Glasser and the Weinstein Co. did not immediately respond to messages.
WHAT DOES THE LAWSUIT MEAN FOR A POTENTIAL SALE?
Contreras-Sweet’s deal for the company is in limbo. Her group has not publicly announced that it is pulling out of the deal, which was expected to close this week, but signs are pointing in that direction.
Schneiderman said Contreras-Sweet’s representatives have not been willing to discuss his demands because the Weinstein Co. would not allow them to do so.
“There’s been no effort on their part to cooperate with us at all,” Schneiderman said. “In fact, her attorney said, ‘why should we talk with you?”’
One sticking point in any sale will likely be the size of the compensation fund for Weinstein’s accusers, said Richard Levick, the chairman and CEO of crisis-management firm Levick International.
Any deal would have to ensure funds available for compensation go well beyond the $30 million the company’s insurance provides, Levick said, adding that the Contreras-Sweet group may be reluctant to move forward if they are “already at the limit of what they thought was a good deal.”
Because of the lawsuit, any other potential bidders are sure to demand a lower price for what was already a fire sale deal, Levick said.
“For the remnants of the Weinstein Co. it is a game of how low you can go,” Levick said. “The limbo music is playing.”

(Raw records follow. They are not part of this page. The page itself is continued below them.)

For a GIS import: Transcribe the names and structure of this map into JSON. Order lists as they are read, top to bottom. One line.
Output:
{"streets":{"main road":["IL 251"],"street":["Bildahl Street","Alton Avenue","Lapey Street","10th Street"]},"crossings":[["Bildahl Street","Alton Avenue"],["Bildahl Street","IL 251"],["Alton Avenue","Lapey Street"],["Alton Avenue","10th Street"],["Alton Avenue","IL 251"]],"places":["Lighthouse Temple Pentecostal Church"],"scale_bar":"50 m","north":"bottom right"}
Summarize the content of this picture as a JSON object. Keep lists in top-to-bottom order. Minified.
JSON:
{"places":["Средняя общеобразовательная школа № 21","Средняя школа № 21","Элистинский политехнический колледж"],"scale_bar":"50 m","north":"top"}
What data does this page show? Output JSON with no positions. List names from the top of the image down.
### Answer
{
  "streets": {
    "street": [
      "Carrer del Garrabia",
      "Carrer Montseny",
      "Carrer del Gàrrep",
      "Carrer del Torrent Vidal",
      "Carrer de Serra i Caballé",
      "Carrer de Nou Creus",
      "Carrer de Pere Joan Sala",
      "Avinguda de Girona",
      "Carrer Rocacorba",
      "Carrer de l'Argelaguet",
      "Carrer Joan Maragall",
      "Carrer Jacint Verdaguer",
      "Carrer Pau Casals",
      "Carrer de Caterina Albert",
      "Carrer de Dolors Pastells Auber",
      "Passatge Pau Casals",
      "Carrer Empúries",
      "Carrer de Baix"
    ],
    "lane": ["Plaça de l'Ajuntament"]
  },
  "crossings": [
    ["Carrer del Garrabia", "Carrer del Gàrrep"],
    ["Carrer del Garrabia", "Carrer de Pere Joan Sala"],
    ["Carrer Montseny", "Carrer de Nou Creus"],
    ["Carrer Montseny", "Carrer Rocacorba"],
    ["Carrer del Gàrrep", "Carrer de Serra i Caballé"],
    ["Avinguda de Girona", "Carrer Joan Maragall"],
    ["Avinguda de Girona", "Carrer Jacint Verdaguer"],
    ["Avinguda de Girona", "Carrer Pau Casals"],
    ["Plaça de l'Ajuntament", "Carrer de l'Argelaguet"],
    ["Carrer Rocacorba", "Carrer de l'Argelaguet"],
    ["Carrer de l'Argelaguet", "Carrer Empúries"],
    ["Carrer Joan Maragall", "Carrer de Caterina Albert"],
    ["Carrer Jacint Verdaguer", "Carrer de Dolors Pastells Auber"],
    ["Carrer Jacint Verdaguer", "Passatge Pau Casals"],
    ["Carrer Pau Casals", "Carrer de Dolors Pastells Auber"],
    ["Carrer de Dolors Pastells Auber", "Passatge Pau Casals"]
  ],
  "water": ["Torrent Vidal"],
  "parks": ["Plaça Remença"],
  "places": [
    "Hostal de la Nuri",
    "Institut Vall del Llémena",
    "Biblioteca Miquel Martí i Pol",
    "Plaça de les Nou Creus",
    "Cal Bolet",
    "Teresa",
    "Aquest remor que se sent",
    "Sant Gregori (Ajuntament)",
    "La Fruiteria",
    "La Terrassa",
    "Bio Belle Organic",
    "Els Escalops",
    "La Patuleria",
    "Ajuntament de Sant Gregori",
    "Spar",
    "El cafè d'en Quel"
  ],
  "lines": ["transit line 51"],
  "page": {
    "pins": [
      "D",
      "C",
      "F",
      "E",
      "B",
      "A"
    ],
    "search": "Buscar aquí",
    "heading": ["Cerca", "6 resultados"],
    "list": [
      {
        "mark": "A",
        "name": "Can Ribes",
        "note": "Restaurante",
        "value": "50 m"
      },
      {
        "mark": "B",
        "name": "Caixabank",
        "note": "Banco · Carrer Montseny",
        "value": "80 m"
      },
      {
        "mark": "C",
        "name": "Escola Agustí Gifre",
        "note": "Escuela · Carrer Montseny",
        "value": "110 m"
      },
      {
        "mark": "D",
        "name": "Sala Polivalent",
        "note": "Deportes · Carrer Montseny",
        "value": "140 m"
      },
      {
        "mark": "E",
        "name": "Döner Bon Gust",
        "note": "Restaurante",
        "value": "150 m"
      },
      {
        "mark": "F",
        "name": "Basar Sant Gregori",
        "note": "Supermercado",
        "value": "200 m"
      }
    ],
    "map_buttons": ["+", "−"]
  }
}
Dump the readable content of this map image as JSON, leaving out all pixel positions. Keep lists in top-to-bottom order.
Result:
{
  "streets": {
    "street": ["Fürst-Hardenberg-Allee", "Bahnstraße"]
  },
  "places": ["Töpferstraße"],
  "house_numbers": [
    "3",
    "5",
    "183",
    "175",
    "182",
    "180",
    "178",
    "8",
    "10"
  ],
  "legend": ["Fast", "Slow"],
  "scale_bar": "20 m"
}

WHAT DOES THIS MEAN FOR ACCUSERS?
Some Weinstein accusers see selling the studio as their only chance at getting financial compensation. If the company files for Chapter 11 bankruptcy protection, any lawsuits against it would stop and top creditors would be the first in line to get paid, not accusers.
Lawyer Gloria Allred, who represents some of the accusers, said she had “grave concerns” that there will be no money left for accusers if the Schneiderman lawsuit compels the Weinstein Co. to file for bankruptcy.
Cris Armenta, a lawyer representing accusers in a proposed class-action lawsuit against the Weinstein Co., said bankruptcy could also be advantageous because it would open the company’s finances to scrutiny.
In the long run, she said, that could help ensure the company follows through on any lawsuit settlements.
“A bankruptcy will always make matters somewhat more complex,” Armenta said. “From the victims’ point of view, it provides a tremendous amount of transparency and oversight.”
At least one potential buyer also favors bankruptcy.
Killer Content Inc. has said that would be the best way to ensure transparency and prevent people accused of complicity in Weinstein’s alleged misconduct from benefiting.
IS THERE STILL A MARKET FOR THE WEINSTEIN CO.?
The studio was struggling even before the scandal broke, but its extensive film library could be attractive to potential buyers seeking evergreen revenue at fire-sale prices.
Jason Squire, editor of The Movie Business Book and a professor of cinema practice at the University of Southern California, said he does not consider the lawsuit as a “doomsday” scenario.
The Weinstein Co. already has moved to sell off its most lucrative assets in the wake of the scandal. Last year, Warner Bros. acquired distribution rights for the movie “Paddington 2” for more than $30 million.
Other bidders for the Weinstein Co. have been reported to include: Lionsgate Entertainment; Miramax, the studio formerly led by Harvey Weinstein and his brother Bob; and investment firms interested in acquiring some of the company’s assets.
It is not clear if other potential buyers would keep the company intact, as Contreras-Sweet’s group has planned.
The path forward for any buyer is unclear given the scrutiny the New York attorney general’s office would give any offer for the company. It is unclear how flexible the Weinstein Co. would even be in allowing any bidder to engage with the office.